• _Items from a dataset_
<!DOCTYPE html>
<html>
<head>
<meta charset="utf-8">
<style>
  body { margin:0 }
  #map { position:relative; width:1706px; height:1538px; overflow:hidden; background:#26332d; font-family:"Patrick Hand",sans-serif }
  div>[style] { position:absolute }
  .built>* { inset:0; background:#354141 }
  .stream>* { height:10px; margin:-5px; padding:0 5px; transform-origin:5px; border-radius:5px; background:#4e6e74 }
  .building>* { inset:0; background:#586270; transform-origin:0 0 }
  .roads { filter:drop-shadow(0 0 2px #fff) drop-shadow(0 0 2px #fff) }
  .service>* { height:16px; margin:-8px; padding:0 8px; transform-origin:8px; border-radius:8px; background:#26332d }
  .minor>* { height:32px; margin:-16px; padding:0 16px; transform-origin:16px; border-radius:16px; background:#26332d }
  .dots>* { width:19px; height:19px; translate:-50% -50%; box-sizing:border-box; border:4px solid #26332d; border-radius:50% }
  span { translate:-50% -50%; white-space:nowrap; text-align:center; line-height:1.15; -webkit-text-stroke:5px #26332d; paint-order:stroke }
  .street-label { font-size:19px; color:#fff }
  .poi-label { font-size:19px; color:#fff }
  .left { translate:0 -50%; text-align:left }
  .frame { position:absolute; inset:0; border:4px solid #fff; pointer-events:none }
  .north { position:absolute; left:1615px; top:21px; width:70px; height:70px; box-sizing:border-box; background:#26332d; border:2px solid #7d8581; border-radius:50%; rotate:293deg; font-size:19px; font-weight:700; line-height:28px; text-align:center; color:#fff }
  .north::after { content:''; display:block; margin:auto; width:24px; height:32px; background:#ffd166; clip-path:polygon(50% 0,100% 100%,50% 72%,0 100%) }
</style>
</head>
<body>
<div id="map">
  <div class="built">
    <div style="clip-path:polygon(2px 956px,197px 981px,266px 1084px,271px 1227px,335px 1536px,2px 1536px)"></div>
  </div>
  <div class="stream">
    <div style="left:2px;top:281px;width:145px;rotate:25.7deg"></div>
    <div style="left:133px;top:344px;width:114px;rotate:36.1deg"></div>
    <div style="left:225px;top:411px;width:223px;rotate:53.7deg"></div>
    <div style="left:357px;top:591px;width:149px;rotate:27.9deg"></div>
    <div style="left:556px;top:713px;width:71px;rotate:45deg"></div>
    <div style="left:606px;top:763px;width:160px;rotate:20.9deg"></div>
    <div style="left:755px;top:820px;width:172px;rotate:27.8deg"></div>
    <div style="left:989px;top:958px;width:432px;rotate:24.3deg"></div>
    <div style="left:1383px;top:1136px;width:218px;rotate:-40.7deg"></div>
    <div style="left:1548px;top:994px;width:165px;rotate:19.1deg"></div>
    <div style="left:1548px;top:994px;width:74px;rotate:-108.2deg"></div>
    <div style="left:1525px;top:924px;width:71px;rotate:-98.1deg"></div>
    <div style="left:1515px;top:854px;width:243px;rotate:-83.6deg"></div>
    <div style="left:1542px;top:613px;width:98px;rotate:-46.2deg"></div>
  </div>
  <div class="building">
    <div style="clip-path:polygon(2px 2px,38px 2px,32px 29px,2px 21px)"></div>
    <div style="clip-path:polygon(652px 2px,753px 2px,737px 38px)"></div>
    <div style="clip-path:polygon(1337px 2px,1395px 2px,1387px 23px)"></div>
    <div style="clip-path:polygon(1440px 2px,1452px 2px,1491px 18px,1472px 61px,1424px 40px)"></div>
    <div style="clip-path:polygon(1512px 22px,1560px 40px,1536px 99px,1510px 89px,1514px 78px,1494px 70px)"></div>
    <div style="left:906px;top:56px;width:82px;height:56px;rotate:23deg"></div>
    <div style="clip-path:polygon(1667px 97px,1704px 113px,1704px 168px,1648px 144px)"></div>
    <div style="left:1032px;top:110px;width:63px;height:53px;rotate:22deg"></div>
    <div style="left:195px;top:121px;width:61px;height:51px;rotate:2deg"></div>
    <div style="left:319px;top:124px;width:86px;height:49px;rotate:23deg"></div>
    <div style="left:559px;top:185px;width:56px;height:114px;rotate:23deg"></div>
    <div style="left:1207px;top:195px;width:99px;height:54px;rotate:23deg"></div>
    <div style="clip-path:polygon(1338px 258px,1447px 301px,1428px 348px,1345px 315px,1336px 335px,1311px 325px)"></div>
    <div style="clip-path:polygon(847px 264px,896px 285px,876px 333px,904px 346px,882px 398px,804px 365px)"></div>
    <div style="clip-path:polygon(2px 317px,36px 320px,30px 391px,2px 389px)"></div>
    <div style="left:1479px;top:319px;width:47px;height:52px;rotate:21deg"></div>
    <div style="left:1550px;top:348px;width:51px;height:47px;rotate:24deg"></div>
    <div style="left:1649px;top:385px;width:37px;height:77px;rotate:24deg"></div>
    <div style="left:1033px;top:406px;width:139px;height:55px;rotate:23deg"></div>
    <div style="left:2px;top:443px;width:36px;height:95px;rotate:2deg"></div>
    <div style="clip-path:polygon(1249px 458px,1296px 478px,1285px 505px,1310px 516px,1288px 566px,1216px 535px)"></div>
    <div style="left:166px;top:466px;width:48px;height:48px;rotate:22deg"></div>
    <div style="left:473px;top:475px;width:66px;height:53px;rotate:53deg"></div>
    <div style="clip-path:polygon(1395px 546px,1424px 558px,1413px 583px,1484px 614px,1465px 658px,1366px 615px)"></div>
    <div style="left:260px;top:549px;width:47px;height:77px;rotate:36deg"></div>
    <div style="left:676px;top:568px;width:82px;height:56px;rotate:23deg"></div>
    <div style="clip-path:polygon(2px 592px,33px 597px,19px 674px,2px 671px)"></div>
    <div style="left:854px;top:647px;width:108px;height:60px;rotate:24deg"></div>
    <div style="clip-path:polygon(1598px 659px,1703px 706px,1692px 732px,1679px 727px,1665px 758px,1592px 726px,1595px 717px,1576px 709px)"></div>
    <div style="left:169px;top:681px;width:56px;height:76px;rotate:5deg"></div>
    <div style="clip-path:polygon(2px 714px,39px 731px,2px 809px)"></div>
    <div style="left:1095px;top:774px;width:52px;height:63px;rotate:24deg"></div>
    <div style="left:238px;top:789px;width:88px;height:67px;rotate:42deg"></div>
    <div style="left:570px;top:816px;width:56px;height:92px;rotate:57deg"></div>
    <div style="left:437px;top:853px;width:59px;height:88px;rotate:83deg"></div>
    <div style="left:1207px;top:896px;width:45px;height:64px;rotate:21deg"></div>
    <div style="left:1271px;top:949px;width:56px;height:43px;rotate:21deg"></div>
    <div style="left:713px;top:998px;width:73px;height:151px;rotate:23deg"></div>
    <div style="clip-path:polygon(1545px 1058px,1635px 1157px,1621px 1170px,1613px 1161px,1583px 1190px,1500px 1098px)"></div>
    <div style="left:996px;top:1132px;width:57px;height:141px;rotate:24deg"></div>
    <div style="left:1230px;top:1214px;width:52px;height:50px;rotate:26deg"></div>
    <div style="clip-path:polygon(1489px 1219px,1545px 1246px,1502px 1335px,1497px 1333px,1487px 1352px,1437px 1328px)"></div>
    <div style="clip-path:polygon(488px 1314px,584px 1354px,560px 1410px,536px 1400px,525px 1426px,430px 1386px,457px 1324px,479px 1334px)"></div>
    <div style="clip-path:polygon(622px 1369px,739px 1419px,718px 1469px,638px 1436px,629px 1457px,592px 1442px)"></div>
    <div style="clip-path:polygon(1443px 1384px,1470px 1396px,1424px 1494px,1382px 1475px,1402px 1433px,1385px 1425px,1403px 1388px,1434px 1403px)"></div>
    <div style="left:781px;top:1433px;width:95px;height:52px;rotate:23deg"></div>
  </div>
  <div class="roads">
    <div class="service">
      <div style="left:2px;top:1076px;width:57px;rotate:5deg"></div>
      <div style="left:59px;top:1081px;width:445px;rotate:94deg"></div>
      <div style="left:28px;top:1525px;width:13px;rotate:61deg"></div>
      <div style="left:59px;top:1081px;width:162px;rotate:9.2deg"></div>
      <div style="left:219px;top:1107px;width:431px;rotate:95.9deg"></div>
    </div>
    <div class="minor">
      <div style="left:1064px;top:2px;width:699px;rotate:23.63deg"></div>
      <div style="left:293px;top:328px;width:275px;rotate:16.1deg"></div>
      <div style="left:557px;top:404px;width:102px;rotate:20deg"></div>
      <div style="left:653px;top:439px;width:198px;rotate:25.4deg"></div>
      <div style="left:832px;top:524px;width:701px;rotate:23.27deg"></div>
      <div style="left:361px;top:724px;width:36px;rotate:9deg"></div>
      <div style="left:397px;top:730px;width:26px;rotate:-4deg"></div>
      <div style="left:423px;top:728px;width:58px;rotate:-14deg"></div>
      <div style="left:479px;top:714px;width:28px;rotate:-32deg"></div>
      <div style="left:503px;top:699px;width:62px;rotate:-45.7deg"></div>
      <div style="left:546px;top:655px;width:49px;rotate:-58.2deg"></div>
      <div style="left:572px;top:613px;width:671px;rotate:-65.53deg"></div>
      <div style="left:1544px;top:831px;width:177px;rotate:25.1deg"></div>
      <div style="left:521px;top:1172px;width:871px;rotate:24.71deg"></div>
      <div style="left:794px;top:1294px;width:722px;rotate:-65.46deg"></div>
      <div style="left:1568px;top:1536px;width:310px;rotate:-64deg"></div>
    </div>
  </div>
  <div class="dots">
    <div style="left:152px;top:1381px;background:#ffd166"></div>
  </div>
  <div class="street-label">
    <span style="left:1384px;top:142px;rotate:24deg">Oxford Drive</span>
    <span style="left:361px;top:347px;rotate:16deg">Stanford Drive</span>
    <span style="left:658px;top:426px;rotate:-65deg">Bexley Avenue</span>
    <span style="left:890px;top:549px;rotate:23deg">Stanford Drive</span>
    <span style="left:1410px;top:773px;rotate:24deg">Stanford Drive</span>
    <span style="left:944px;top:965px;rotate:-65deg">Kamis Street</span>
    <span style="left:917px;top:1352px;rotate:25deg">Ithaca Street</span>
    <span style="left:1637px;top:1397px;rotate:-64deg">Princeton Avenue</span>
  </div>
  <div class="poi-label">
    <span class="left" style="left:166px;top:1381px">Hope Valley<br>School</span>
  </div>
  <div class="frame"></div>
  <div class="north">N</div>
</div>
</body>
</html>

• _HOW TO COMPLETE THIS TASK_
For the word "stream", find every line in the data that holds it and copy that line.

• _OUTPUT OF THE EXERCISE_
  .stream>* { height:10px; margin:-5px; padding:0 5px; transform-origin:5px; border-radius:5px; background:#4e6e74 }
  <div class="stream">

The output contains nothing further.